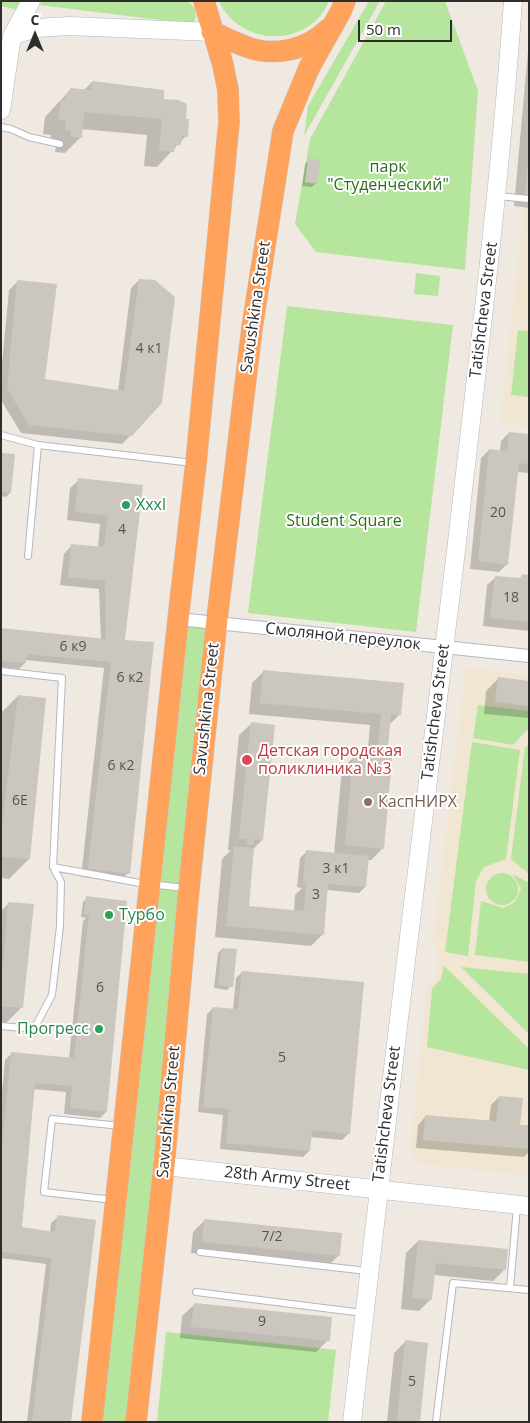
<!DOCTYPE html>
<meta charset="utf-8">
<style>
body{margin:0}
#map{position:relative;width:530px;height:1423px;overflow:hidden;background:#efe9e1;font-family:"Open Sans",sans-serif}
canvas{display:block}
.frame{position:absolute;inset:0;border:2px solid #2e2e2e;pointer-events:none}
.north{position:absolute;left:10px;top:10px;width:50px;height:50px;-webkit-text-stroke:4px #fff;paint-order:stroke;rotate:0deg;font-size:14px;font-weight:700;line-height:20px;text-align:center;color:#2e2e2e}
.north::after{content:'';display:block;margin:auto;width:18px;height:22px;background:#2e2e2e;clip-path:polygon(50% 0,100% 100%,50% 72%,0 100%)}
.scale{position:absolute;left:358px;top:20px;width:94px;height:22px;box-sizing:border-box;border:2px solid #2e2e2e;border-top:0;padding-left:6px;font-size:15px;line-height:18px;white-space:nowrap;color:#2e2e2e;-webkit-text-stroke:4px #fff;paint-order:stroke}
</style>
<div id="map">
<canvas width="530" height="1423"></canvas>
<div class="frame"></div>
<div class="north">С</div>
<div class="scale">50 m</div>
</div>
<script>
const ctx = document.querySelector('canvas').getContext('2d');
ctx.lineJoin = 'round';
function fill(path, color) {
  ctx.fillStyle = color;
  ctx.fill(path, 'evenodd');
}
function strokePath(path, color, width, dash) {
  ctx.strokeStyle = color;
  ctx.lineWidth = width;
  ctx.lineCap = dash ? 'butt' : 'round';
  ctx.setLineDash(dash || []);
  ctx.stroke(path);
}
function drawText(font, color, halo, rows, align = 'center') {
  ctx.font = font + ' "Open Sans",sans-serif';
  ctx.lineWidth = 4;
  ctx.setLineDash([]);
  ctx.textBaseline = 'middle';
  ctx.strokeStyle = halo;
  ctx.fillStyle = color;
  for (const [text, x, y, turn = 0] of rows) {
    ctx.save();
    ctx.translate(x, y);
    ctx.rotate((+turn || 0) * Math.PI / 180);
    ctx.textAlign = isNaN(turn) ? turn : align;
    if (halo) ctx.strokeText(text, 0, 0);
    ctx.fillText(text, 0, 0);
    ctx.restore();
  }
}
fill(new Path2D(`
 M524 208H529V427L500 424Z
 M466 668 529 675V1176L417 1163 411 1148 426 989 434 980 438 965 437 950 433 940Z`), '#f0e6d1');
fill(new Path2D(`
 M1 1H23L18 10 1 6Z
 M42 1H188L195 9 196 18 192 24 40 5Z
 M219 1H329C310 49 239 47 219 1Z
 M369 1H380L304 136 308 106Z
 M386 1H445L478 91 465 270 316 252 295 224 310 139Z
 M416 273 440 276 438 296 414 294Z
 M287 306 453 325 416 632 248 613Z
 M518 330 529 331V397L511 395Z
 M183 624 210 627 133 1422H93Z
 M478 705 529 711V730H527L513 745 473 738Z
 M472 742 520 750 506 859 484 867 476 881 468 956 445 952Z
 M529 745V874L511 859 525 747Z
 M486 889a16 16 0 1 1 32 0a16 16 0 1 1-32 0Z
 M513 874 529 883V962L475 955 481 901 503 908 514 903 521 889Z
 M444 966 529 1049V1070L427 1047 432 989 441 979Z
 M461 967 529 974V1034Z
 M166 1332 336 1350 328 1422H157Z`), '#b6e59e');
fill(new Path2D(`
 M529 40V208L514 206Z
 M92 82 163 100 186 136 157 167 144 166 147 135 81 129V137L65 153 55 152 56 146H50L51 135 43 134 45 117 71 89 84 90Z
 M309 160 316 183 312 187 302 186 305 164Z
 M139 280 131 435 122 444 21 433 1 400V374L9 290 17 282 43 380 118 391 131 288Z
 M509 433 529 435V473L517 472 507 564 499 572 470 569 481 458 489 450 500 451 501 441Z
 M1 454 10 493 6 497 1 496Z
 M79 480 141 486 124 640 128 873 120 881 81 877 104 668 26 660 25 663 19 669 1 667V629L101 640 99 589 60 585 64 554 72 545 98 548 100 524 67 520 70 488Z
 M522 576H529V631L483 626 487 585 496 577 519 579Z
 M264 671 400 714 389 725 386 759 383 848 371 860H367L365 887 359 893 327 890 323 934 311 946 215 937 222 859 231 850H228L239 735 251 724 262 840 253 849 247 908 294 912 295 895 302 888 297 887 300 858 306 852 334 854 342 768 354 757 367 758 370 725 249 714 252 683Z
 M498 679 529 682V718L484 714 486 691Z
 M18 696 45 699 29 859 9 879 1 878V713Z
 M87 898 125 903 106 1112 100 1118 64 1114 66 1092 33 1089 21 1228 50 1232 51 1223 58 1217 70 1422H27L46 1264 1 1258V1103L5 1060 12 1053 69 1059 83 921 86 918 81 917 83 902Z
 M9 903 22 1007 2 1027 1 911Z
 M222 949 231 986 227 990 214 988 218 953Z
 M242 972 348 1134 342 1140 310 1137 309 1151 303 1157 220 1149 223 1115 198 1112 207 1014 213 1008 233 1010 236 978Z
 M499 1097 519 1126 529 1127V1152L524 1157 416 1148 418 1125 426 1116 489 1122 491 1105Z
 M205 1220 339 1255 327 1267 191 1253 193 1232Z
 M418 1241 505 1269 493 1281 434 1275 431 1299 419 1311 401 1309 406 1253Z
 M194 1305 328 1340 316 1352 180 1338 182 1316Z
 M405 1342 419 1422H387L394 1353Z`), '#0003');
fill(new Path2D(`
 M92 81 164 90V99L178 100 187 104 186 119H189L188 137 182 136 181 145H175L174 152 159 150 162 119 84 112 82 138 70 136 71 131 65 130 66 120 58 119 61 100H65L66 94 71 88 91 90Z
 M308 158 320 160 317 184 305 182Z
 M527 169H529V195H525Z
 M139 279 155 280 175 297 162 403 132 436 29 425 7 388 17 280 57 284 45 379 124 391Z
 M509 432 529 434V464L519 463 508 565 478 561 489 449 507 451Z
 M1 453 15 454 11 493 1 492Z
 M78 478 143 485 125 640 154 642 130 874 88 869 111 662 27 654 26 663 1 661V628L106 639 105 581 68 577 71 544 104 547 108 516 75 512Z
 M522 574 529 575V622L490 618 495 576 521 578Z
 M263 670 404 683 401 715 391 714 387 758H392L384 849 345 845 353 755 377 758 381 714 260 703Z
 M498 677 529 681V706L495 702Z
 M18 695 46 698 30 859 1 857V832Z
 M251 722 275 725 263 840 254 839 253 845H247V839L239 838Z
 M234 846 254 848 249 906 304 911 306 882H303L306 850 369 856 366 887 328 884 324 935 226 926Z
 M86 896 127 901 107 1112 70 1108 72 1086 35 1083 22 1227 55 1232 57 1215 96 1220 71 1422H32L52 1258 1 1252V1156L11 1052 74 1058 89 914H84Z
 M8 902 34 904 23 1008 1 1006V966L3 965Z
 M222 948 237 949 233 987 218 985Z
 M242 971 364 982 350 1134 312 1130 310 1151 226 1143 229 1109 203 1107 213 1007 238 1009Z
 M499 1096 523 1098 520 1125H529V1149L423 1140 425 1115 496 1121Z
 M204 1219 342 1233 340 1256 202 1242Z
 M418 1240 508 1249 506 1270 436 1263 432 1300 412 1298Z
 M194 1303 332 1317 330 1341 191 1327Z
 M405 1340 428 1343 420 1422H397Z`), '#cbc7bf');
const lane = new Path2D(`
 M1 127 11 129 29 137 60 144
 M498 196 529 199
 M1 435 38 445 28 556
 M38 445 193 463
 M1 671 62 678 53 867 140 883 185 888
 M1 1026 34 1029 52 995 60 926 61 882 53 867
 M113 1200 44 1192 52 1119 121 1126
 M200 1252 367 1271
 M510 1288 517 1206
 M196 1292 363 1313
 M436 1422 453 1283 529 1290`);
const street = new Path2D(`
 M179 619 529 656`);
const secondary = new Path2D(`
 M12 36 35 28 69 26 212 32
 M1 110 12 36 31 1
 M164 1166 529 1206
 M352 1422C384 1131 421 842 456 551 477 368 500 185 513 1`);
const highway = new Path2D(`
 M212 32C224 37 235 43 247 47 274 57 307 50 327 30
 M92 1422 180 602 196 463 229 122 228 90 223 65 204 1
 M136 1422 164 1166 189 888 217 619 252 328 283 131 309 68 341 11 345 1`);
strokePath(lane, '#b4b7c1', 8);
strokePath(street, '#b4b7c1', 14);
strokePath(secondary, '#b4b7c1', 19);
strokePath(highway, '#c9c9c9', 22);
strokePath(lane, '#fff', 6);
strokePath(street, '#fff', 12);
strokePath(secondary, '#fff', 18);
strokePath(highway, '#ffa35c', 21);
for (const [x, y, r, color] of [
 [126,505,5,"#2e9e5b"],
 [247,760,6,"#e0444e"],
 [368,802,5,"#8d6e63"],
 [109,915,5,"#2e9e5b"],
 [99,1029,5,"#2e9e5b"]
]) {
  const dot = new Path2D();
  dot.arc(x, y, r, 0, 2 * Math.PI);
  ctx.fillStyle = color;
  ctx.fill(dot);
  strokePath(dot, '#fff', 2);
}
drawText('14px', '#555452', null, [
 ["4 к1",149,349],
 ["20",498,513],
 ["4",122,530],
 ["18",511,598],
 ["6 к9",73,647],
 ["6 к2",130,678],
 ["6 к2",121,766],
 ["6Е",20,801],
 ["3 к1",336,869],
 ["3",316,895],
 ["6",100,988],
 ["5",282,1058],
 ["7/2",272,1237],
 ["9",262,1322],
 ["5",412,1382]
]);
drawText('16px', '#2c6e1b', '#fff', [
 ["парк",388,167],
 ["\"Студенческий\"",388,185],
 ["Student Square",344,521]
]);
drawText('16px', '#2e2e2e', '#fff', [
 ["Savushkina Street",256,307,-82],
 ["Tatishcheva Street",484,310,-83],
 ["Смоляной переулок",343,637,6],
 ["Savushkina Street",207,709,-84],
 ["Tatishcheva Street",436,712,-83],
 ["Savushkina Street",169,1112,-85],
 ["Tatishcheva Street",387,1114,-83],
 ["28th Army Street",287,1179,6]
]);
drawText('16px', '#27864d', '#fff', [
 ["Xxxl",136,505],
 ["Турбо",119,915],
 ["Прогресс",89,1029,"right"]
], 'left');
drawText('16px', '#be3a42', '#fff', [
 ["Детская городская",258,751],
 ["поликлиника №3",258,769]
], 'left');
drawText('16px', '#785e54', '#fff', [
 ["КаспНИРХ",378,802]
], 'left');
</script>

---

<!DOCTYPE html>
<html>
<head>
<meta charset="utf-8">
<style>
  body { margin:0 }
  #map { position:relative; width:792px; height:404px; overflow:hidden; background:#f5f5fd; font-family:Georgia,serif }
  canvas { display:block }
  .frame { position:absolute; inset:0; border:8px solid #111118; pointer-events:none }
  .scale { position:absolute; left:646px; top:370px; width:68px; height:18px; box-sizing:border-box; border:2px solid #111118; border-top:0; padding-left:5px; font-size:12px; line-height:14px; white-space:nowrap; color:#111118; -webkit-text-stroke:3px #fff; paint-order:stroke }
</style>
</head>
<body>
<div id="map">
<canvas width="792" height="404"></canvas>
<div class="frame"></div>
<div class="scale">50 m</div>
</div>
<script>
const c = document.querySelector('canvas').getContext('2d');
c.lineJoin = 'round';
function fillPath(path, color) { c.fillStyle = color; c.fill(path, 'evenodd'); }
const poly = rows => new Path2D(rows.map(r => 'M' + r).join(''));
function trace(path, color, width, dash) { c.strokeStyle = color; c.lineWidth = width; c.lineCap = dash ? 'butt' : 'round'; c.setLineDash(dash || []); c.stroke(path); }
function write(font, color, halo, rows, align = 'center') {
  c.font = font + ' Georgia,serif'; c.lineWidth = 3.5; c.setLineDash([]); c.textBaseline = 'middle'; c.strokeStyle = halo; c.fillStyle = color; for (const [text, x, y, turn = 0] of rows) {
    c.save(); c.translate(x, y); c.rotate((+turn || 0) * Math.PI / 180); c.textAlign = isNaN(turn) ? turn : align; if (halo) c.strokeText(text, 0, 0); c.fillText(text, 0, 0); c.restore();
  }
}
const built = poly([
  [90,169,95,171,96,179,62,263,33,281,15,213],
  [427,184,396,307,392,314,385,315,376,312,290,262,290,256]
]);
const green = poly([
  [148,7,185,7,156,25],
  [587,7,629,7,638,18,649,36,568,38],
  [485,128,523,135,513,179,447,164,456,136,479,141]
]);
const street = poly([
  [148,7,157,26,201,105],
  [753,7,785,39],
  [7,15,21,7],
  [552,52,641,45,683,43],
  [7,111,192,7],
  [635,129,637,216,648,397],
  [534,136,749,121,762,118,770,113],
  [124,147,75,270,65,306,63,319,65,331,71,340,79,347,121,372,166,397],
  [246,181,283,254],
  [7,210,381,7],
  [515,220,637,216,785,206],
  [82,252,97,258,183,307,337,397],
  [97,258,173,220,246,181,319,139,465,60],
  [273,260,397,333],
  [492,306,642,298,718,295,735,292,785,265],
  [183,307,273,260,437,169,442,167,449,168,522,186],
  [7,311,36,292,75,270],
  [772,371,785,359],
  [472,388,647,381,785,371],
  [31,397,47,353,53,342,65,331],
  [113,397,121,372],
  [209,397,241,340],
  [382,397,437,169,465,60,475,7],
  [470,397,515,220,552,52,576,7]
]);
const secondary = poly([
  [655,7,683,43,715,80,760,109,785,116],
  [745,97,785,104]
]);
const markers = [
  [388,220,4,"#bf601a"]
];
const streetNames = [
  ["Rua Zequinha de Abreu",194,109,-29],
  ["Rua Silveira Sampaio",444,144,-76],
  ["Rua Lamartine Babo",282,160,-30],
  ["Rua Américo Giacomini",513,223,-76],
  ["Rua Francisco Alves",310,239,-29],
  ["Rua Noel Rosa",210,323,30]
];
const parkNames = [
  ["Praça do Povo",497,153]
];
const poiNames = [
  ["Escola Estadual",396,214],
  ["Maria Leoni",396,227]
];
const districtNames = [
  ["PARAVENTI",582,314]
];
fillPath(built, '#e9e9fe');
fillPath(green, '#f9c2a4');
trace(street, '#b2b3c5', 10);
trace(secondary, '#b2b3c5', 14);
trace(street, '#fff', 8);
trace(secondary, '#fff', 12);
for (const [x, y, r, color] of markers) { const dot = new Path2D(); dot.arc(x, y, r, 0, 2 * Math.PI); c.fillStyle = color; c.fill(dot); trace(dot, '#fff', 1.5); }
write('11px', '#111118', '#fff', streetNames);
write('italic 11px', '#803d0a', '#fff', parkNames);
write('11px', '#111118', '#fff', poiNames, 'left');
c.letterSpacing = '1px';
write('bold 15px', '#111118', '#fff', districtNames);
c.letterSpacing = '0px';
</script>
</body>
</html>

---

## DESCRIPTION OF THE TASK
From the listing above, return the lines starting at the one with "c.lineJoin = 'round';" and ending at the one with "c.font = font", both kept, exactly as they appear and nothing more.

## ANSWER TO THIS EXERCISE
c.lineJoin = 'round';
function fillPath(path, color) { c.fillStyle = color; c.fill(path, 'evenodd'); }
const poly = rows => new Path2D(rows.map(r => 'M' + r).join(''));
function trace(path, color, width, dash) { c.strokeStyle = color; c.lineWidth = width; c.lineCap = dash ? 'butt' : 'round'; c.setLineDash(dash || []); c.stroke(path); }
function write(font, color, halo, rows, align = 'center') {
  c.font = font + ' Georgia,serif'; c.lineWidth = 3.5; c.setLineDash([]); c.textBaseline = 'middle'; c.strokeStyle = halo; c.fillStyle = color; for (const [text, x, y, turn = 0] of rows) {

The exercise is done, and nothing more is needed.